The song is hypnotic to listen to. The drums are the key to this song… Jimmy Page has said this about John Bonham on Kashmir… It was what he didn’t do that made it work.
Jimmy also said this was the best Led Zeppelin guitar riff.
Kashmir, also known as Cashmere, is a lush mountain region North of Pakistan. India and Pakistan have disputed control of the area for years. The fabric Cashmere is made from the hair of goats from the region. The area is also famous for growing poppies, from which heroin is made.
The songwriters were John Bonham, Jimmy Page, and Robert Plant.
Robert Plant – Plant explained: “‘Kashmir’ came from a trip Jimmy and me made down the Moroccan Atlantic coast, from Agadir down to Sidi Ifni. We were just the same as the other hippies really.”
From Songfacts
All band members agreed this was one of their best musical achievements. Robert Plant said it was “One of my favorites… it was so positive, lyrically.”
Plant wrote the lyrics in 1973 while driving through the Sahara Desert on the way to the National Festival of folklore in Morocco. Kashmir is in Southern Asia; he was nowhere near it. In Mojo magazine, September 2010,
The original title was “Driving To Kashmir.”
This runs 8:31. Radio stations had no problem playing it, especially after “Stairway To Heaven,” which was almost as long, did so well.
The signature guitar riff began as a tuning cycle Jimmy Page had been using for years.

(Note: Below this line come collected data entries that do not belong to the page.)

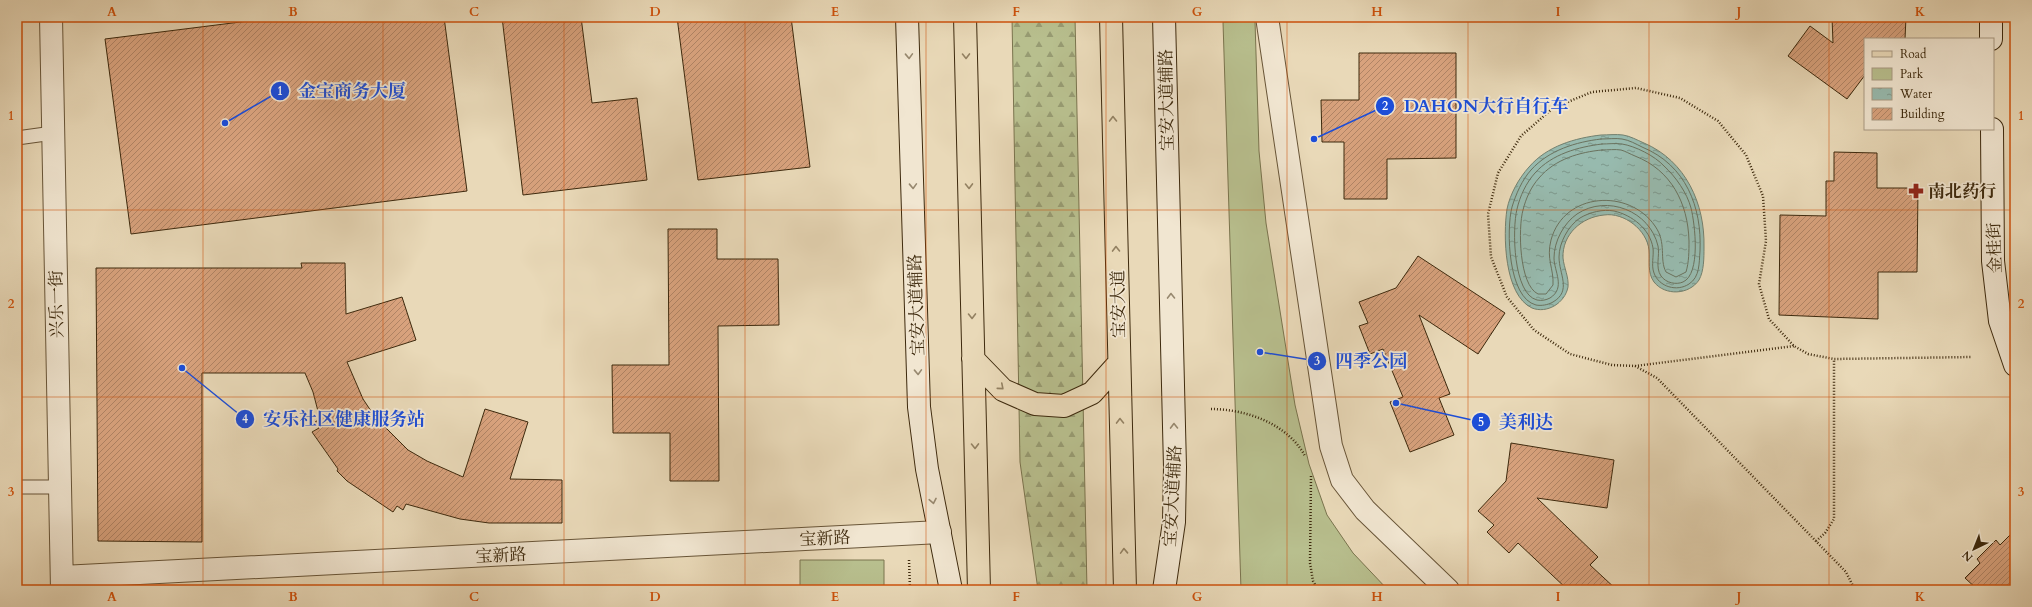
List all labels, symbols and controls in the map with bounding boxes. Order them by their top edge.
text: A [107,3,117,21]
text: B [288,3,298,21]
text: C [469,3,479,21]
text: D [649,3,661,21]
text: E [831,3,839,21]
text: F [1012,3,1020,21]
text: G [1192,3,1203,21]
text: H [1371,3,1383,21]
text: I [1555,3,1561,21]
text: J [1735,3,1742,21]
text: K [1915,3,1926,21]
legend [1864,38,1994,130]
text: Road [1900,46,1927,62]
street label: 宝安大道辅路 [1154,49,1179,151]
one-way arrow [904,53,913,59]
one-way arrow [962,53,970,59]
text: Park [1900,66,1924,82]
callout: 金宝商务大厦 [270,76,414,106]
text: 金宝商务大厦 [298,79,406,104]
text: 1 [277,83,283,99]
text: Water [1899,86,1933,102]
callout: DAHON大行自行车 [1375,91,1576,121]
text: DAHON大行自行车 [1404,94,1568,119]
text: 2 [1382,98,1388,114]
text: Building [1900,106,1945,122]
text: 1 [8,107,14,125]
text: 1 [2018,107,2024,125]
one-way arrow [1109,116,1117,122]
place label: 南北药行 [1928,180,1996,203]
pharmacy icon: 南北药行 [1907,182,1925,200]
one-way arrow [908,183,917,189]
one-way arrow [965,183,973,189]
street label: 金桂街 [1982,222,2007,274]
one-way arrow [1112,246,1120,252]
street label: 宝安大道辅路 [903,254,930,356]
street label: 兴乐一街 [44,270,69,338]
street label: 宝安大道 [1106,270,1131,338]
one-way arrow [1167,293,1175,299]
text: 2 [8,295,15,313]
text: 2 [2018,295,2025,313]
one-way arrow [968,313,976,319]
callout: 四季公园 [1307,346,1415,376]
text: 四季公园 [1335,349,1407,374]
text: 3 [1314,353,1320,369]
one-way arrow [914,369,922,375]
one-way arrow [996,383,1003,390]
callout: 安乐社区健康服务站 [235,404,433,434]
text: 安乐社区健康服务站 [263,407,425,432]
callout: 美利达 [1471,407,1561,437]
text: 美利达 [1499,410,1553,435]
text: 4 [242,411,248,427]
text: 5 [1478,414,1484,430]
one-way arrow [1116,418,1124,424]
one-way arrow [1170,423,1178,429]
one-way arrow [971,443,979,449]
street label: 宝安大道辅路 [1158,444,1187,548]
text: 3 [8,483,15,501]
text: 3 [2018,483,2025,501]
one-way arrow [929,498,937,504]
street label: 宝新路 [799,526,851,551]
north arrow [1954,529,1994,569]
street label: 宝新路 [475,543,527,568]
text: N [1959,547,1976,565]
one-way arrow [1119,548,1128,554]
text: A [107,588,117,606]
text: B [288,588,298,606]
text: C [469,588,479,606]
text: D [649,588,661,606]
text: E [831,588,839,606]
text: F [1012,588,1020,606]
text: G [1192,588,1203,606]
text: H [1371,588,1383,606]
text: I [1555,588,1561,606]
text: J [1735,588,1742,606]
text: K [1915,588,1926,606]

This is one of the few Zeppelin songs to use outside musicians. Session players were brought in for the string and horn sections. Jimmy Page said (Rolling Stone, 2012): “I knew that this wasn’t just something guitar-based. All of the guitar parts would be on there. But the orchestra needed to sit there, reflecting those other parts, doing what the guitars were but with the colors of a symphony.”

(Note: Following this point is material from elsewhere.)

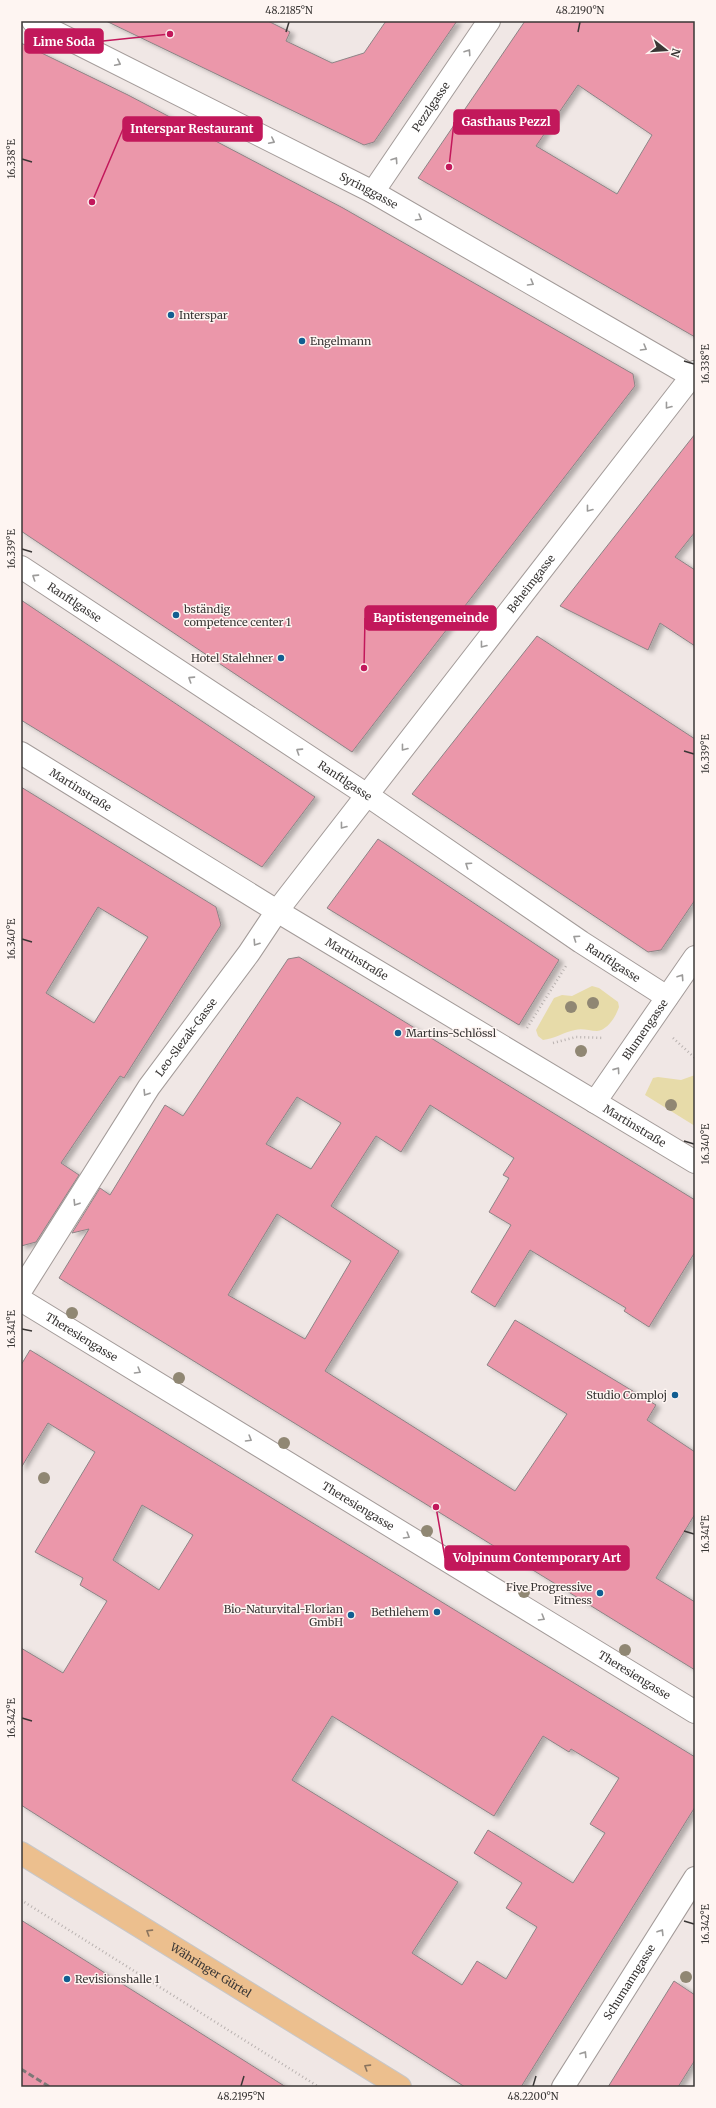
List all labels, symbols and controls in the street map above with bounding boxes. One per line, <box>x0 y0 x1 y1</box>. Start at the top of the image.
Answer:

Speaking with Dan Rather in 2018, Robert Plant said: “It was a great achievement to take such a monstrously dramatic musical piece and find a lyric that was ambiguous enough, and a delivery that was not over-pumped. It was almost the antithesis of the music, this lyric and this vocal delivery that was just about enough to get in there.”
Led Zeppelin played this in every live show from it’s debut in 1975 to their last concert in 1980.
Page and Plant recorded this with an orchestra and Moroccan musicians for their 1994 Unledded album.
Puff Daddy (he wasn’t Diddy yet) sampled this in 1998 for a song called “Come With Me.” He performed it on Saturday Night Live with Page on guitar.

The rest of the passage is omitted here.